Evaluating this job family often includes interpersonal simulations that involve people effectiveness. For example, I once worked with a public utility where the safety inspectors had the interpersonal skills of bridge trolls. Even their HR representative was psychotic. Imagine the kind of communication problems they had -- and it involved radioactive materials! What kind questions do technical applicants get asked? Generally they are about the level of technical ability they possess. But why do they most often fail? Because of dysfunctional interpersonal skills.

Salespeople
Salespeople are often all clustered in the same pigeonhole, but sales is actually among the most diverse occupations. For example, selling computer systems takes entirely different skills than selling furniture. In most cases, though, salespeople tend to emphasize personal persuasion. Salespeople like to talk and be social, and they often put a substantial amount of energy into getting people to like them. But all this social schmoozing has a down side: salespeople often underestimate the value of learning their product thoroughly. Salespeople tend to forget that people buy solutions, not sales pitches.

Hiring within the sales family requires an analysis of very diverse sets of skills. It can involve evaluating everything from mental prowess and organization abilities to motivations and interpersonal skills. What kind of questions do sales applicants get asked? Generally they take the form of "show me your W-2" and "sell me this pencil." But why do they most often fail? Because of a lack of planning and follow-through, and an unwillingness to learn the product line and ask prospects the right questions.

Customer Service
Customer service people must have done something very bad in a past life. They work long hours, take abundant verbal abuse, have their days scheduled by automated machines, and are often poorly paid. Like the others, this job family can also be subdivided into several types: outbound sales, inbound sales, customer service problems, marketing surveys, collections, technical support, web-based support, etc. Like the sales job, each customer service job takes a different set of skills. The nature of the customer service job makes it either a lifetime position (for sainthood candidates) or a transitional one.

For example, I worked with a company that provided technical customer service for computers and the like. Management's objective was to keep customer service people on the job for two years. Any more and employee raises would escalate their costs. Any less and the cost of training would be excessive. Customer service people tend to turnover when they discover the job is not what they expected it to be, or when the required amount of problem-solving does not match the employee's ability or motivation.

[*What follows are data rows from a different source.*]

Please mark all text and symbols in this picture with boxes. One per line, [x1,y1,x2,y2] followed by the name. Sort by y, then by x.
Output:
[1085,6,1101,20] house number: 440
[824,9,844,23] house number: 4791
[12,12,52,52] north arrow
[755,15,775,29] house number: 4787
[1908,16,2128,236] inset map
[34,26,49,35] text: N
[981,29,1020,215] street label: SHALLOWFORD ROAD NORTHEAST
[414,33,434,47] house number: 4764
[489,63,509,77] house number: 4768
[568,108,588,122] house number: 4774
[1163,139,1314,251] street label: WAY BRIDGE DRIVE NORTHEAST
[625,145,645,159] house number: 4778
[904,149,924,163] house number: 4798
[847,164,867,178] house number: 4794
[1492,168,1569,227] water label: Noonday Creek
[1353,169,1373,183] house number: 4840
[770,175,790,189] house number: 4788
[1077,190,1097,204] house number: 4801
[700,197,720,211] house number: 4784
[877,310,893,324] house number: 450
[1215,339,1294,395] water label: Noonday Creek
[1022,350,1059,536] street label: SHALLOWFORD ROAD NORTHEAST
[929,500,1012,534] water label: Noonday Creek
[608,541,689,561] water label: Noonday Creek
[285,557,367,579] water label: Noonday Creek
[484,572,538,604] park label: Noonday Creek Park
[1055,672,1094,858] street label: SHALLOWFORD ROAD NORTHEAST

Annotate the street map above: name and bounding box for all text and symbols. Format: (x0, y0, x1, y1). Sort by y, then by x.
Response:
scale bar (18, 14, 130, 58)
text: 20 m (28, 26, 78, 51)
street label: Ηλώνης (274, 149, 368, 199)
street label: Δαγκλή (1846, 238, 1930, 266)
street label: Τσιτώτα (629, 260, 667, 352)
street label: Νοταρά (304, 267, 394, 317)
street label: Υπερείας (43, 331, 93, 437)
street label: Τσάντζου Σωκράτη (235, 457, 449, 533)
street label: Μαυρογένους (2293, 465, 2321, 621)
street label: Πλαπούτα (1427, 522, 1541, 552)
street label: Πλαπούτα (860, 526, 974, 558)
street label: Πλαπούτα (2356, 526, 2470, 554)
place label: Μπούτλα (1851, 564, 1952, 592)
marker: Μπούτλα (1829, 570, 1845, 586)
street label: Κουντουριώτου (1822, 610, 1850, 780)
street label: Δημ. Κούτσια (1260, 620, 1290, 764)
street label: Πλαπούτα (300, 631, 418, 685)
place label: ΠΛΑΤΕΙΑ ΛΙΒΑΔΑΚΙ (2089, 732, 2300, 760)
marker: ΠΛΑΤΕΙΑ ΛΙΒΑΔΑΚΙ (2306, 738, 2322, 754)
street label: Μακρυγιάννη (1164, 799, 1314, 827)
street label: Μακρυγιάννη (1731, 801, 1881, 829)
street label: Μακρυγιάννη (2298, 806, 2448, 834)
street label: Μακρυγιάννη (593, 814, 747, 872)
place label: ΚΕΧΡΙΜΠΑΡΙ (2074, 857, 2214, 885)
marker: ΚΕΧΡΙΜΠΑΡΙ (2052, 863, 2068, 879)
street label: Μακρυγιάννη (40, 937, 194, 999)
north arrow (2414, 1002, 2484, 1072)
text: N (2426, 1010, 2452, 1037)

What kind of questions do customer service people get asked? Usually it's nothing more than, "Can you fog this mirror and promise you do not have a contagious disease that resists modern antibiotics?" Where do they most often fail? When they learn what the customer service job is really like.

In addition to the above, here are some other important things we need to keep in mind about assessment:

  • Training never could and never will change a sow's ear into a silk purse.
  • Good management never could and never will change a sow's ear into a silk purse.
  • Bad management can effectively squelch the best performer.
  • Human resource systems are frequently irrational and disconnected: People are hired based on one set of standards, managed on another, reviewed under a third, trained on a fourth, and rewarded on a fifth. Organizational confusion is the norm, not the exception.

The single most important function in an organization is staffing. An organization can never be better than the talent it employs, yet staffing is usually the most misunderstood and poorly implemented function in an organization. But the greater the problem, the greater the opportunity.